Mr. Mundle: I guess I was a little bit confused by the beginning of that. You made reference to that, that the wording change is listed in the act. If I am correct, I do not believe the wording change that we have proposed is in the proposed act, with respect to deleting science, with respect to school of opticianry. I do not believe those are in at least my copy of the current bill as it is drafted. Correct me if I am wrong.

 

Mr. Stefanson: I think my point was the current provision related to both of these amendments that Dr. Mundle referred to. The current provision does refer to extending the science of ophthalmic dispensing under Section 3 and under Section 13. The current provision refers to the study in a school of ophthalmic dispensing recognized. So that is currently in the legislation. I am not saying that, based on a more comprehensive review, there might well be changes affecting this and other changes, but that is to be addressed as part of that comprehensive review.

 

Mr. Mundle: So are you basically saying you would prefer to leave it as is and we should raise it again at a larger review? I guess, as long as we are on a point having been raised and so that it does not come back that it was not raised, it is kind of an important point.

 

Mr. Chairperson: Thank you very much, Dr. Mundle, for your presentation. We will then continue on. That, by the way, concludes the presentations, unless there are any others in the audience currently that have not presented who would like to. Are there any others indicating? Seeing none, then we will proceed to the clause-by-clause consideration of the bills. What is the wish of the committee? Do you want to consider the bills as printed, as the order of printing? Agreed? And then can we also agree that we will do the hearings on blocks of clauses? [agreed]

 

Bill 20–The Chiropodists Amendment Act

 

Mr. Chairperson: We have then Bill 20, The Chiropodists Amendment Act. We will set aside the title and the preamble as normally for the disposition of the act. Clauses 1 to 3–pass; title–pass; preamble–pass.
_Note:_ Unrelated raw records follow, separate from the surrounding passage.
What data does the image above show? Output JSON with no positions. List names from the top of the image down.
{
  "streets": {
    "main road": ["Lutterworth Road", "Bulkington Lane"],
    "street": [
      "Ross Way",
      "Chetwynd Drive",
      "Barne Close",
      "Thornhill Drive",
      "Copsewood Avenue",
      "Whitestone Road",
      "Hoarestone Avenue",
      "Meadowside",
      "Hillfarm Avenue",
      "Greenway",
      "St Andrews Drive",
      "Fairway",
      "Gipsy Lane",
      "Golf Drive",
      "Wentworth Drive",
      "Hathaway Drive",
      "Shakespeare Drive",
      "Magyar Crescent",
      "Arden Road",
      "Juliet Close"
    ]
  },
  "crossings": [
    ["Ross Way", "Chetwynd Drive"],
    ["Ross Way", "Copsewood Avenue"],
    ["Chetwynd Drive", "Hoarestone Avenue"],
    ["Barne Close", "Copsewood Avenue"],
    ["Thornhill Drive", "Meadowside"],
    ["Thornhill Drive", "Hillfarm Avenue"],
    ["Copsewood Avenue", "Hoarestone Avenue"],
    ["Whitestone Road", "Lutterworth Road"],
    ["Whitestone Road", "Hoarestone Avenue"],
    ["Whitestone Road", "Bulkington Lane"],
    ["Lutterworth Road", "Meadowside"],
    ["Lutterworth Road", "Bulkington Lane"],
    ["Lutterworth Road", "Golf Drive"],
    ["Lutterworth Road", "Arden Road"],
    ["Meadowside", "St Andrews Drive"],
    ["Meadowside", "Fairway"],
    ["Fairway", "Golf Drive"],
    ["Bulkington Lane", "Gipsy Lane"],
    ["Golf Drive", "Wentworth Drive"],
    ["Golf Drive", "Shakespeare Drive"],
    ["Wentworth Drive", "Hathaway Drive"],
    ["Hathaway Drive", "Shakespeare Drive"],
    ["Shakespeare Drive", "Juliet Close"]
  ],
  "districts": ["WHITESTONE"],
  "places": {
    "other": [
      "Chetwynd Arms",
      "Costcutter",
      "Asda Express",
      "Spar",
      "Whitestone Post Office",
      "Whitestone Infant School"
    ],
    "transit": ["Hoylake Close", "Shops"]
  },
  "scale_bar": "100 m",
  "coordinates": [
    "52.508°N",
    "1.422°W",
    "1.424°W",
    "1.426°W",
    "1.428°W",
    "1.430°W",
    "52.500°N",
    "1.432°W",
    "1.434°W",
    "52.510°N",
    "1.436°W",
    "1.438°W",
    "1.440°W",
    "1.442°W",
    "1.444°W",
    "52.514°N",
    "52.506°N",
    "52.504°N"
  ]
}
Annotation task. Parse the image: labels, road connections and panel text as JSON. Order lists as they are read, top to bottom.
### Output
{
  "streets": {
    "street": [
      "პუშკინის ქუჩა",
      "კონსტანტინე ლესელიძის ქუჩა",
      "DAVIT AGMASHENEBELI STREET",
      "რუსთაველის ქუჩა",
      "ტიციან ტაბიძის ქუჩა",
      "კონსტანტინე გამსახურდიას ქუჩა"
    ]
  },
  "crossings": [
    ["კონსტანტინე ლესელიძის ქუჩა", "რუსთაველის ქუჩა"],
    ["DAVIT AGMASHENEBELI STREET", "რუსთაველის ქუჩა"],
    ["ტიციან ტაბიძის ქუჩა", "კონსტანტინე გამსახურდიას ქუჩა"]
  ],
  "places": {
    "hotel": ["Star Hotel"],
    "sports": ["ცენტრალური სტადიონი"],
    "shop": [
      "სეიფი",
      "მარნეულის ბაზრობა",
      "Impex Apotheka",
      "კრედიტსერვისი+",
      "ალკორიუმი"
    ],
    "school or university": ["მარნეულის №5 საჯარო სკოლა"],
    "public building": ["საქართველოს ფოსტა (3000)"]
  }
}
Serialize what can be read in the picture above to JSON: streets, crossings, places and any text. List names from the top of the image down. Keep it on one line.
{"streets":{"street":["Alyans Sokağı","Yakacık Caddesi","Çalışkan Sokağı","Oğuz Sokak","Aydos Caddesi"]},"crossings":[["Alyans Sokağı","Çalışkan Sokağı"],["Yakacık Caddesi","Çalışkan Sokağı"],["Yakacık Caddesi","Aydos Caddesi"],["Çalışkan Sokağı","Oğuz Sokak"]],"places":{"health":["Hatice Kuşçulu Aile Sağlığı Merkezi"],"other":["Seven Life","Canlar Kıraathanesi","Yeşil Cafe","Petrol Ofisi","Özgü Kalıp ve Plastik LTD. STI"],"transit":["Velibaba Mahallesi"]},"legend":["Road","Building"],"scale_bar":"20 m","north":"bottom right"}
Bill be reported.

 

Bill 21–The Ophthalmic Dispensers Amendment and

Consequential Amendments Act

 

Mr. Chairperson: Bill 21, The Ophthalmic Dispensers Amendment and Consequential Amendments Act. The title and the preamble will be set aside as usual.

 

Mr. Dave Chomiak (Kildonan): Mr. Chairperson, just for purposes of dealing with the issues that were raised by the presenter, I wonder if we might do clause by clause of this. The point is we want to pursue a line of questioning on this, so whatever is most appropriate to deal with it so we could pursue our line of questioning and deal with the matter expeditiously, that is great with us.

 

Mr. Chairperson: Clauses 1 and 2–pass; Clause 3.

 

Mr. Chomiak: Mr. Chairperson, the recommendations by the Association of Optometrists and the reference to science, the minister made mention of the fact that that was already present in the former act. Is it the minister's intention or the minister's thoughts that that issue will be dealt with in a future amendment to the act pending review by a committee that is being set up? Did I understand that correctly?

 

Hon. Eric Stefanson (Minister of Health): Mr. Chairman, as I indicated, we are going to be looking at this bill in a much more comprehensive fashion having to deal with issues like scope of practice and some other issues. Part of that will certainly be consultation with the various professional bodies, including opticians, optometrists and others.

 

The member is correct that the current legislation does refer to extending the science of ophthalmic dispensing and maintaining and so on, so that wording and reference is already in the existing legislation but certainly can be an issue that can be addressed as part of that more comprehensive review. As Dr. Mundle indicated, he has had the opportunity to at lease flag that issue here today, recognizing that there is going to be a more comprehensive review of this act.

 

Mr. Chomiak: Mr. Chairperson, just moving on to the other related issues, the school of opticianry reference, can the minister give us a reason as to why we are using the words "school of?"

 

Mr. Stefanson: Mr. Chairman, again, the existing legislation does refer to the school of ophthalmic dispensing recognized by the council and so on. When we met with the ophthalmic association, they did not raise this issue as a concern in any way, particularly at this point in time, recognizing once again that this entire legislation will have a more comprehensive review.

 

Mr. Chomiak: Mr. Chairperson, presumably the legislators of this, in their wisdom, previously had chosen to choose the words "school of" and I am trying to get a sense as to why we are being asked to continue the reference to "school of."

 

Mr. Stefanson: Well, I guess the simple point for the member, Mr. Chairman, is that what is being proposed here today is not the comprehensive review. That is being left for another day. When we got into the discussions with the various organizations, we did focus specifically on the amendments that are before us. The section dealing with school of ophthalmic has two sections. It says that the person has either satisfactorily completed a two-year course of study in a school of ophthalmic dispensing recognized by the council as maintaining a satisfactory standard and one year's practical training or had at least four years satisfactory training and experience in ophthalmic dispensing under the supervision of an ophthalmic dispenser, duly qualified medical practitioner, or the holder of a certificate of registration under The Optometry Act. So, again, there are a number of elements to this legislation that will be part of a more comprehensive review of the entire act.

 

Mr. Chomiak: I am just wondering of the minister how the process will work whereby these particular issues that have been raised at today's hearing will be included in the process of the overall comprehensive view of the legislation. What formal mechanism exists to ensure that those particular issues are dealt with?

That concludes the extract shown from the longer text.